[Records from a dataset]
--------
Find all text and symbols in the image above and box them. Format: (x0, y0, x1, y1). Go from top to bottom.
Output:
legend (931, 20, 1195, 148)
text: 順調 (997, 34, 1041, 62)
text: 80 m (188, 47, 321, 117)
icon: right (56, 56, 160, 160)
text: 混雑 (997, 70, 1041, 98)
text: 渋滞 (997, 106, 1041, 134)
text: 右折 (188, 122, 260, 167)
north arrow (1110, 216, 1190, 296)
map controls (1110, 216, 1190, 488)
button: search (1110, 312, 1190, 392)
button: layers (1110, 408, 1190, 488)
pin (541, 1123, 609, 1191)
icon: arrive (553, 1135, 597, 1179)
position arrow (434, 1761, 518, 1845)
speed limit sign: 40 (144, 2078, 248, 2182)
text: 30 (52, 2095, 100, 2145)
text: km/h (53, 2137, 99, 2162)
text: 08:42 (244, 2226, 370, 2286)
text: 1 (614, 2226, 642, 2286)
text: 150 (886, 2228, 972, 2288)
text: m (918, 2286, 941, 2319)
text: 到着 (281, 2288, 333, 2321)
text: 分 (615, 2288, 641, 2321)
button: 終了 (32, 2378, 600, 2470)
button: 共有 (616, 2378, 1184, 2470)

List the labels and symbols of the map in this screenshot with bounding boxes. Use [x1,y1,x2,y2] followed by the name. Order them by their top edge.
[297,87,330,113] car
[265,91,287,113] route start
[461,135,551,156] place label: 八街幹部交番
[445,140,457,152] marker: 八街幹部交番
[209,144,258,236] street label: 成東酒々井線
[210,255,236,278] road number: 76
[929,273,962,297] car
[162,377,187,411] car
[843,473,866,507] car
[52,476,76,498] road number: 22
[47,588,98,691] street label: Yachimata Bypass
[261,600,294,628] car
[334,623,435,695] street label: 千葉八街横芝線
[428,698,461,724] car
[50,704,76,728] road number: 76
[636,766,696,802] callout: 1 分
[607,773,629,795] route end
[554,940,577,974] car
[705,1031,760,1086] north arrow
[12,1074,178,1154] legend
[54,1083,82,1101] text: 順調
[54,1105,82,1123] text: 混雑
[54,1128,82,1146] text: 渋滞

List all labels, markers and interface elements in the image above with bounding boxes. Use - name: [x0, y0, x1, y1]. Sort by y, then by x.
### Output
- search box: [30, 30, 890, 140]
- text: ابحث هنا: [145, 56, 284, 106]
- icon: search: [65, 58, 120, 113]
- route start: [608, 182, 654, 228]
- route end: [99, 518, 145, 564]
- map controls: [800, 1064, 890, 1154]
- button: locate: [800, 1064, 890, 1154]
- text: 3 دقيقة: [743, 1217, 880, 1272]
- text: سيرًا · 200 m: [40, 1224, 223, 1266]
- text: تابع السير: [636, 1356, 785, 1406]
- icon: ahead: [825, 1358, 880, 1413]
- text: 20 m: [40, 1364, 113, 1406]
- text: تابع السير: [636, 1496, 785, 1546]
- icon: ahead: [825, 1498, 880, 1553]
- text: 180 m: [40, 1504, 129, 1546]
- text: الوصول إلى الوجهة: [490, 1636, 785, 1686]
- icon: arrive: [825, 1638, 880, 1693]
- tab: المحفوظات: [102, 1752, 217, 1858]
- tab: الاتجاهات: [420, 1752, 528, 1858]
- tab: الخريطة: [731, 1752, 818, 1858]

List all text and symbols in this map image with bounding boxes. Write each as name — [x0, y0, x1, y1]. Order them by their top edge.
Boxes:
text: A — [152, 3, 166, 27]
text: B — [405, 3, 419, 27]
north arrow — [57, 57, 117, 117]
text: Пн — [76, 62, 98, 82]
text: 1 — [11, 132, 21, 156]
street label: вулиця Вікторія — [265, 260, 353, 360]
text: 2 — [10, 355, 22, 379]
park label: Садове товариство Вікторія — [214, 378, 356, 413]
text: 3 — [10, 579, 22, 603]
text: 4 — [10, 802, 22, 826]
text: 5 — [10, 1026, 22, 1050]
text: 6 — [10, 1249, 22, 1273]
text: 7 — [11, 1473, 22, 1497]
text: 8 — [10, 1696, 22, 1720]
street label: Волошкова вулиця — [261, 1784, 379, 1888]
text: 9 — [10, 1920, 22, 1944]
--------
● **WORK TO COMPLETE**
Among the lines above, list those that contain the word "image".

● **TASK SOLUTION**
Find all text and symbols in the image above and box them. Format: (x0, y0, x1, y1). Go from top to bottom.
List all labels, markers and interface elements in the image above with bounding boxes. Use - name: [x0, y0, x1, y1]. Sort by y, then by x.
List all text and symbols in this map image with bounding boxes. Write each as name — [x0, y0, x1, y1]. Order them by their top edge.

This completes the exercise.